◆ DIRECTIONS FOR THIS TASK ◆
Extract the lines from the first one in the records below through the line containing "display:flex; align-items:center; gap:10px;", keeping both ends and leaving out any pictures.

◆ Saved entries ◆
##############################

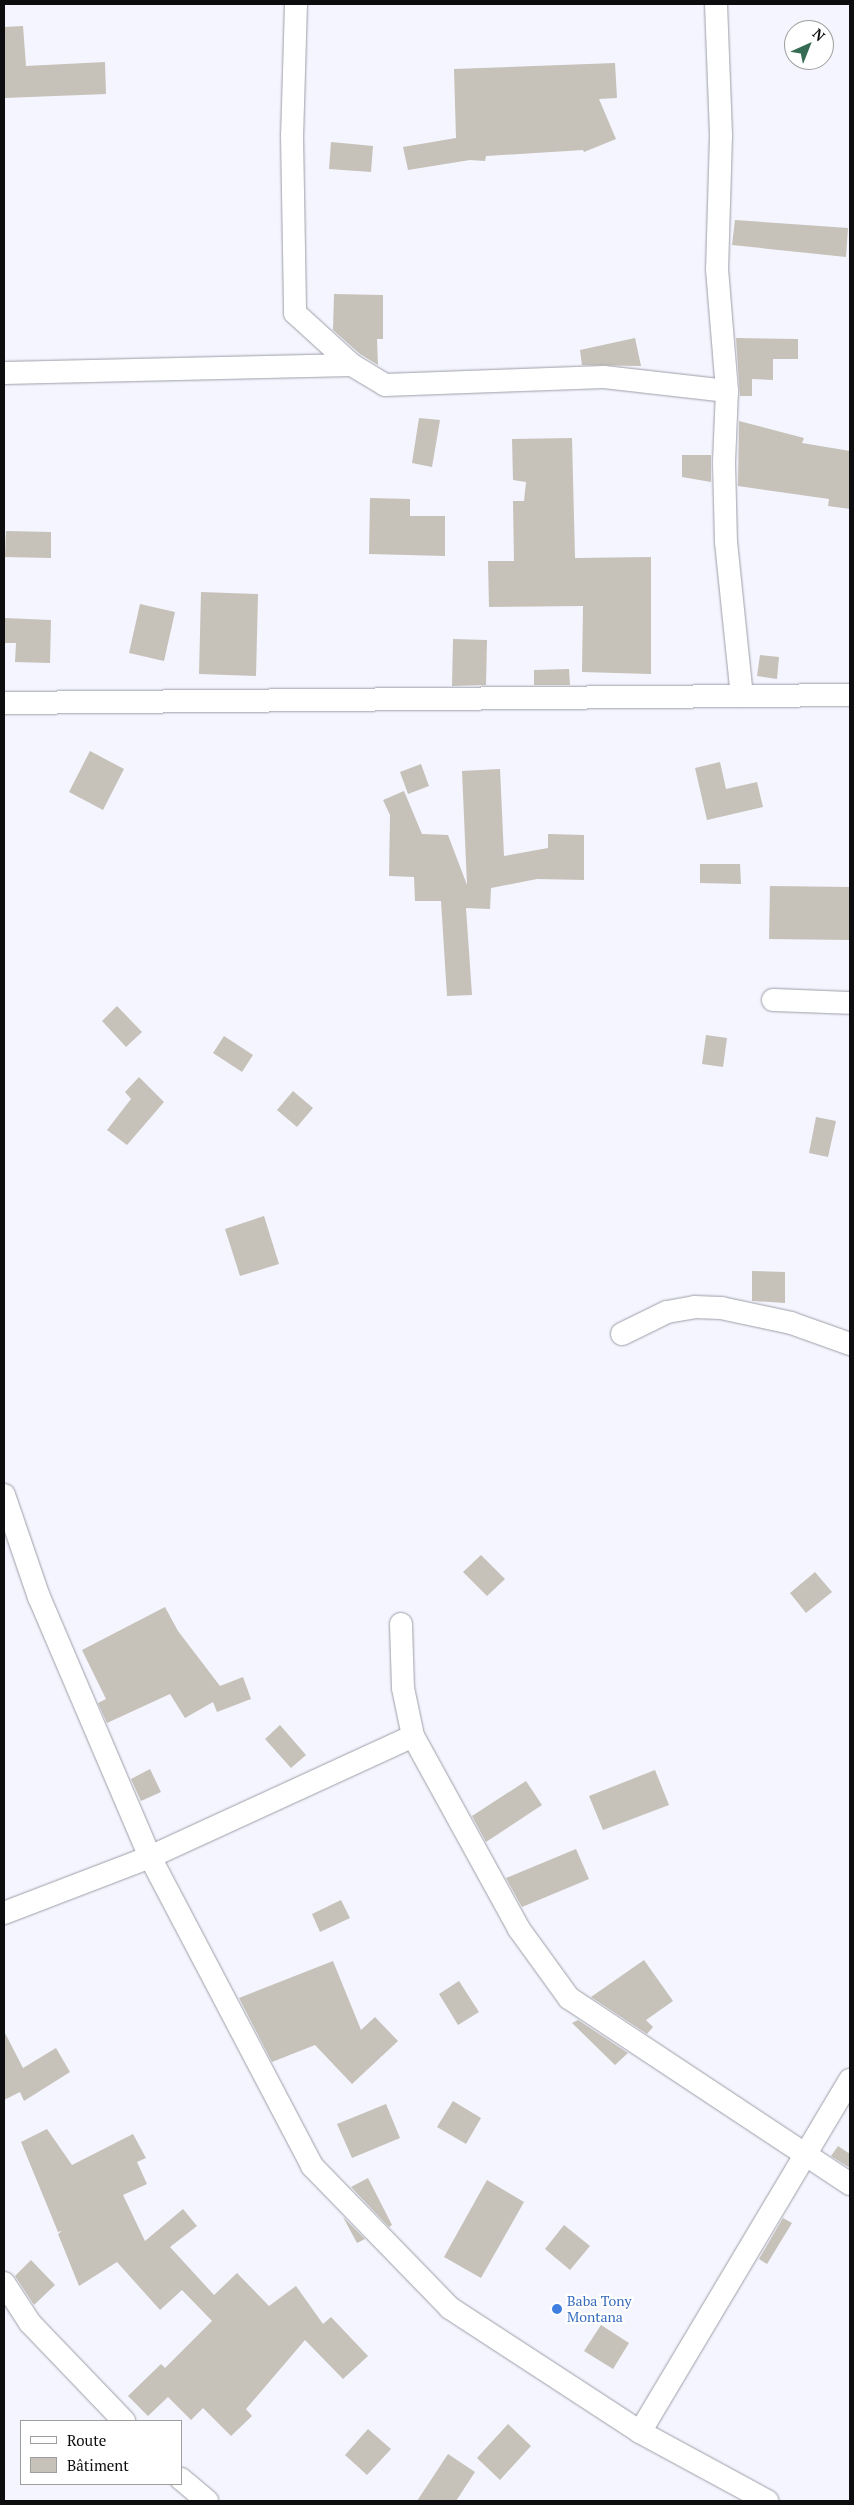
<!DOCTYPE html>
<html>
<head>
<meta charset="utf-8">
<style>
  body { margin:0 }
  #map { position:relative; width:854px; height:2505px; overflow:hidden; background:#f4f5fe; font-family:"PT Serif",serif }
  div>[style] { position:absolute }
  .building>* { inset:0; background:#c6c1b9 }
  .roads { filter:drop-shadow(0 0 1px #9d9ea7) drop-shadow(0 0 1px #9d9ea7) }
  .street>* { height:22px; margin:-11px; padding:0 11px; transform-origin:11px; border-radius:11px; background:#fff }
  .dots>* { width:14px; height:14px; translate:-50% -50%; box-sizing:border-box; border:2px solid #fff; border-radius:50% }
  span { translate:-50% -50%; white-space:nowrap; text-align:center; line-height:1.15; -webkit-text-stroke:4.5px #fff; paint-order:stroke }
  .shop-label { font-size:14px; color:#366cbe }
  .left { translate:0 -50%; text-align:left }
  .frame { position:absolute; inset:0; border:5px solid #0d0d10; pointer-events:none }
  .legend { position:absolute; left:20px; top:2420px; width:162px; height:65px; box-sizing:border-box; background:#fff; border:1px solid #9e9e9f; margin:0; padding:6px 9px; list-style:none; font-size:15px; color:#0d0d10 }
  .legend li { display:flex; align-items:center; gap:10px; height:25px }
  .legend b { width:25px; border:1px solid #9e9e9f }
  .north { position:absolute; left:784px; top:20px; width:50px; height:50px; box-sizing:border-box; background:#fff; border:1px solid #9e9e9f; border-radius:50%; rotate:44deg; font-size:14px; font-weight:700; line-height:20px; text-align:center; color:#0d0d10 }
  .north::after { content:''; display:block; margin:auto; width:18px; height:22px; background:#346b52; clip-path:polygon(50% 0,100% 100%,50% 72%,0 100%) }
</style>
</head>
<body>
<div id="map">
  <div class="building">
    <div style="clip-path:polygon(23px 26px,26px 66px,105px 62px,106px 94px,4px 98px,4px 27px)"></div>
    <div style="clip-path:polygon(615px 63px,617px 98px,599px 99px,616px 139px,584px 152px,583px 150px,486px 156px,485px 161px,470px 160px,408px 170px,403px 147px,456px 138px,454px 69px)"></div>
    <div style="clip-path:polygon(331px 142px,373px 146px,371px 172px,329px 169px)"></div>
    <div style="clip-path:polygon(735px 220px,848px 228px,846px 257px,732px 245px)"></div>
    <div style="clip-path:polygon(334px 294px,383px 295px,383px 339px,377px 339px,378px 365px,360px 354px,333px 330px)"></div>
    <div style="clip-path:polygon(635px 338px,641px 366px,582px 365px,580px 350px)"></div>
    <div style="clip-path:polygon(736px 338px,798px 339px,798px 359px,773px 359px,773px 380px,752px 379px,752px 396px,740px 396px)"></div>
    <div style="clip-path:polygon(419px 418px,440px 420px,432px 467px,412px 463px)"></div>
    <div style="clip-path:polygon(739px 421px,804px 438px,802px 443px,850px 451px,850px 509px,828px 506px,829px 499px,738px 486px)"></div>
    <div style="clip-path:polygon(572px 438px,575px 558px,651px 557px,651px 674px,582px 672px,583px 606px,489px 607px,488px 561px,514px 561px,513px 501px,524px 501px,526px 482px,513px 480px,512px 439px)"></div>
    <div style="clip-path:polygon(682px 455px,711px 455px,711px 482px,682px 477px)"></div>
    <div style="clip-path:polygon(370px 498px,410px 499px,410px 516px,445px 516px,445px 556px,369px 554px)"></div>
    <div style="clip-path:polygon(6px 531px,51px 532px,51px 558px,5px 557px)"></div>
    <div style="clip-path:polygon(201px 592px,258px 594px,256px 676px,199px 674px)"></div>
    <div style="clip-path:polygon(140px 604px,175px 612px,164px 661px,129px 653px)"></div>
    <div style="clip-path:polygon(4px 618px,51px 620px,50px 663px,15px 662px,16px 643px,4px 643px)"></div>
    <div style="clip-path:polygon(453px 639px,487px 640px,486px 685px,452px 686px)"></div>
    <div style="clip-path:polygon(760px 655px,779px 657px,777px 679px,757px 676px)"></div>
    <div style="clip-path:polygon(569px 669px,570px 685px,534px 685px,534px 670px)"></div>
    <div style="clip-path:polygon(90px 751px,124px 769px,103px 810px,69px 792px)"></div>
    <div style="clip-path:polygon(720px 762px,726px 789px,757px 782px,763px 807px,707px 820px,695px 768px)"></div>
    <div style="clip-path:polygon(421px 764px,429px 786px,408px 794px,400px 772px)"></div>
    <div style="clip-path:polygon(500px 769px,504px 856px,548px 848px,548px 834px,584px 835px,584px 880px,537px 879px,491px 888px,490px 909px,466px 908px,472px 995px,447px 996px,441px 901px,415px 901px,414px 877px,389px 876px,390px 815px,383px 800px,404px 791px,422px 834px,448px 835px,467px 885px,462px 771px)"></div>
    <div style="clip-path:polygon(700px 864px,740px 864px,741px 884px,700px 883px)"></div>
    <div style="clip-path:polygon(770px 886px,850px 887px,850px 940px,769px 939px)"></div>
    <div style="clip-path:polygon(117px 1006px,142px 1032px,126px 1047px,102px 1021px)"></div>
    <div style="clip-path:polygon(706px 1035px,727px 1038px,723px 1067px,702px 1064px)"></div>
    <div style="clip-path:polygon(224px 1036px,253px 1055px,242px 1072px,213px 1053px)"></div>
    <div style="clip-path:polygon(139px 1077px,164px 1102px,127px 1145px,107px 1130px,131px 1099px,125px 1092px)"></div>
    <div style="clip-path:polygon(293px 1091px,313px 1108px,297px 1127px,277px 1110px)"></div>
    <div style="clip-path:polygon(816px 1117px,836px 1121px,828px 1157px,809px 1153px)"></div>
    <div style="clip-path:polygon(264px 1216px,279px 1264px,240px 1276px,225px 1229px)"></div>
    <div style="clip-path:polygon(752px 1271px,785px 1272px,785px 1303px,752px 1301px)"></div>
    <div style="clip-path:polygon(481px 1555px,505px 1579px,487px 1596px,463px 1572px)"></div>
    <div style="clip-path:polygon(815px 1572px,832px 1592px,806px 1613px,790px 1593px)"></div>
    <div style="clip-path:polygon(165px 1607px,178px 1631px,220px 1686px,243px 1677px,251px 1699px,217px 1712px,213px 1702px,185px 1718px,170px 1694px,107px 1723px,98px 1703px,106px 1699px,82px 1650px)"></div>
    <div style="clip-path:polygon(280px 1725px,306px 1755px,291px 1768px,265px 1739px)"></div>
    <div style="clip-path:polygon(150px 1769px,161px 1792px,141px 1801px,131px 1779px)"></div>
    <div style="clip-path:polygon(655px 1770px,669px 1805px,603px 1830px,589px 1796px)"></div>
    <div style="clip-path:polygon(526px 1781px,542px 1805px,486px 1842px,472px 1816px)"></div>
    <div style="clip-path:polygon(576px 1849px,589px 1879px,522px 1907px,506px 1878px)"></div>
    <div style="clip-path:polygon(341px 1900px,350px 1918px,320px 1932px,312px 1914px)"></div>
    <div style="clip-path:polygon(644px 1960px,673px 2001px,646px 2020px,653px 2027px,647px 2034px,591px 1997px)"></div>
    <div style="clip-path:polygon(333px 1961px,361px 2030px,375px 2017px,398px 2041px,352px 2084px,315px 2045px,272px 2062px,239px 1998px)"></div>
    <div style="clip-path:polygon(459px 1981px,479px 2012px,458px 2025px,439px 1994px)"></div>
    <div style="clip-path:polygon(578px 2020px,628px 2053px,615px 2065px,572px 2023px)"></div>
    <div style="clip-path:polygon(4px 2031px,23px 2068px,56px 2048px,70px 2072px,24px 2101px,20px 2092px,4px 2100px)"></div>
    <div style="clip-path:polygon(453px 2101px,481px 2118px,466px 2144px,437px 2127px)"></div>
    <div style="clip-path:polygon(386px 2104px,400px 2138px,352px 2158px,337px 2124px)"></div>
    <div style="clip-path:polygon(47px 2129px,72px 2165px,133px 2134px,146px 2158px,137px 2162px,147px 2184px,123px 2195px,145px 2241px,183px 2209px,197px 2226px,170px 2247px,214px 2295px,237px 2273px,269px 2306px,296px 2286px,323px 2324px,331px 2317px,368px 2356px,343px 2379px,305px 2340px,246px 2409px,252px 2416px,231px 2436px,203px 2408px,191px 2420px,168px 2397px,148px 2416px,128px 2396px,161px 2364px,165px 2368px,212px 2321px,182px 2290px,160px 2310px,117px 2262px,79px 2286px,58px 2234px,62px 2231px,58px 2232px,21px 2142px)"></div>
    <div style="clip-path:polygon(838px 2146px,850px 2154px,850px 2168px,831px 2156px)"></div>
    <div style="clip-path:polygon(368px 2178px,392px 2225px,389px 2227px,351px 2187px)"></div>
    <div style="clip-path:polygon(487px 2180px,524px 2202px,481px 2278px,444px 2257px)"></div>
    <div style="clip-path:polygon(343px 2217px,365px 2239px,357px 2243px)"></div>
    <div style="clip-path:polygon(783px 2218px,792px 2223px,767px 2264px,759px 2259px)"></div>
    <div style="clip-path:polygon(564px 2225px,590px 2246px,570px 2270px,545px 2249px)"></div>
    <div style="clip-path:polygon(31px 2260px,55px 2285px,34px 2305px,15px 2276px)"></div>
    <div style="clip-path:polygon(601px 2325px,629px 2343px,613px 2369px,584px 2351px)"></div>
    <div style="clip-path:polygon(508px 2424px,531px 2446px,500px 2480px,477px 2458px)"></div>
    <div style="clip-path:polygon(368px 2429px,391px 2449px,367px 2475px,345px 2455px)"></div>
    <div style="clip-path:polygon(448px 2454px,475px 2472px,456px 2501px,417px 2501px)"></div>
  </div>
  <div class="roads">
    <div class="street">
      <div style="left:296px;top:4px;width:131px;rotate:91.7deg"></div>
      <div style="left:292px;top:135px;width:178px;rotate:89deg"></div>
      <div style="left:295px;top:313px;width:77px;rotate:42.4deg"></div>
      <div style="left:352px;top:365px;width:39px;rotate:31deg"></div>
      <div style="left:385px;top:385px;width:219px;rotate:-2.1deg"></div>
      <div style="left:604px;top:377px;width:124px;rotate:6.5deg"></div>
      <div style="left:716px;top:4px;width:132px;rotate:87.8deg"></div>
      <div style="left:721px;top:136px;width:133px;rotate:91.7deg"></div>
      <div style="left:717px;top:269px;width:122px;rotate:85.3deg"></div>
      <div style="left:727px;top:391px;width:71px;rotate:92.4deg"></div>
      <div style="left:724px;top:462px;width:80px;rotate:88.6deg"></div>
      <div style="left:726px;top:542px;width:155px;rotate:84.1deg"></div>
      <div style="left:4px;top:373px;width:348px;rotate:-1.3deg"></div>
      <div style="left:4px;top:703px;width:846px;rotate:-0.54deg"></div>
      <div style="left:773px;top:1000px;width:77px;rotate:2.2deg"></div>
      <div style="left:622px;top:1334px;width:50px;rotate:-26.1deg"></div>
      <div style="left:667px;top:1312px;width:27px;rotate:-10deg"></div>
      <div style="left:694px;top:1307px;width:27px;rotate:2deg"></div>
      <div style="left:721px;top:1308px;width:72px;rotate:12.1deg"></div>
      <div style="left:791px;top:1323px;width:63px;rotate:19.6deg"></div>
      <div style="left:4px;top:1495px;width:108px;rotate:71.1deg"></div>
      <div style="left:39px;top:1597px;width:283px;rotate:66.9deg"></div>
      <div style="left:150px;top:1857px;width:349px;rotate:62.3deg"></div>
      <div style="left:312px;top:2166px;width:198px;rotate:45.8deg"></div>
      <div style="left:450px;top:2308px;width:227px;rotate:33.1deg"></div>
      <div style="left:640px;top:2432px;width:145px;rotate:28.5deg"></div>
      <div style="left:413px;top:1736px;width:220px;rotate:61.2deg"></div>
      <div style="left:519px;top:1929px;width:85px;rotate:54.1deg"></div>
      <div style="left:569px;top:1998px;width:337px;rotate:33.5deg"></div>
      <div style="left:4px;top:1913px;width:156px;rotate:-21deg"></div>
      <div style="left:150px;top:1857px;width:289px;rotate:-24.7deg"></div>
      <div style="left:413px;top:1736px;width:49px;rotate:-101.8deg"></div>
      <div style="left:403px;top:1688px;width:64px;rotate:-91.8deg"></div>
      <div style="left:4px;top:2283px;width:48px;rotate:57deg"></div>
      <div style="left:30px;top:2323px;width:136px;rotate:46.2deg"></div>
      <div style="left:640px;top:2432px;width:410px;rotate:-59.2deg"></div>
      <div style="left:181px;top:2479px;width:34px;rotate:40deg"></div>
    </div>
  </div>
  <div class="dots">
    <div style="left:557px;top:2309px;background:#3f7fe0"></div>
  </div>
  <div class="shop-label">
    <span class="left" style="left:567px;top:2309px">Baba Tony<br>Montana</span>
  </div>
  <div class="frame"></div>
  <ul class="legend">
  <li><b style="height:6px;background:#fff"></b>Route</li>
  <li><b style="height:14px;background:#c6c1b9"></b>Bâtiment</li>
  </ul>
  <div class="north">N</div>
</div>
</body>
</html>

##############################

◆ EXERCISE OUTPUT ◆
<!DOCTYPE html>
<html>
<head>
<meta charset="utf-8">
<style>
  body { margin:0 }
  #map { position:relative; width:854px; height:2505px; overflow:hidden; background:#f4f5fe; font-family:"PT Serif",serif }
  div>[style] { position:absolute }
  .building>* { inset:0; background:#c6c1b9 }
  .roads { filter:drop-shadow(0 0 1px #9d9ea7) drop-shadow(0 0 1px #9d9ea7) }
  .street>* { height:22px; margin:-11px; padding:0 11px; transform-origin:11px; border-radius:11px; background:#fff }
  .dots>* { width:14px; height:14px; translate:-50% -50%; box-sizing:border-box; border:2px solid #fff; border-radius:50% }
  span { translate:-50% -50%; white-space:nowrap; text-align:center; line-height:1.15; -webkit-text-stroke:4.5px #fff; paint-order:stroke }
  .shop-label { font-size:14px; color:#366cbe }
  .left { translate:0 -50%; text-align:left }
  .frame { position:absolute; inset:0; border:5px solid #0d0d10; pointer-events:none }
  .legend { position:absolute; left:20px; top:2420px; width:162px; height:65px; box-sizing:border-box; background:#fff; border:1px solid #9e9e9f; margin:0; padding:6px 9px; list-style:none; font-size:15px; color:#0d0d10 }
  .legend li { display:flex; align-items:center; gap:10px; height:25px }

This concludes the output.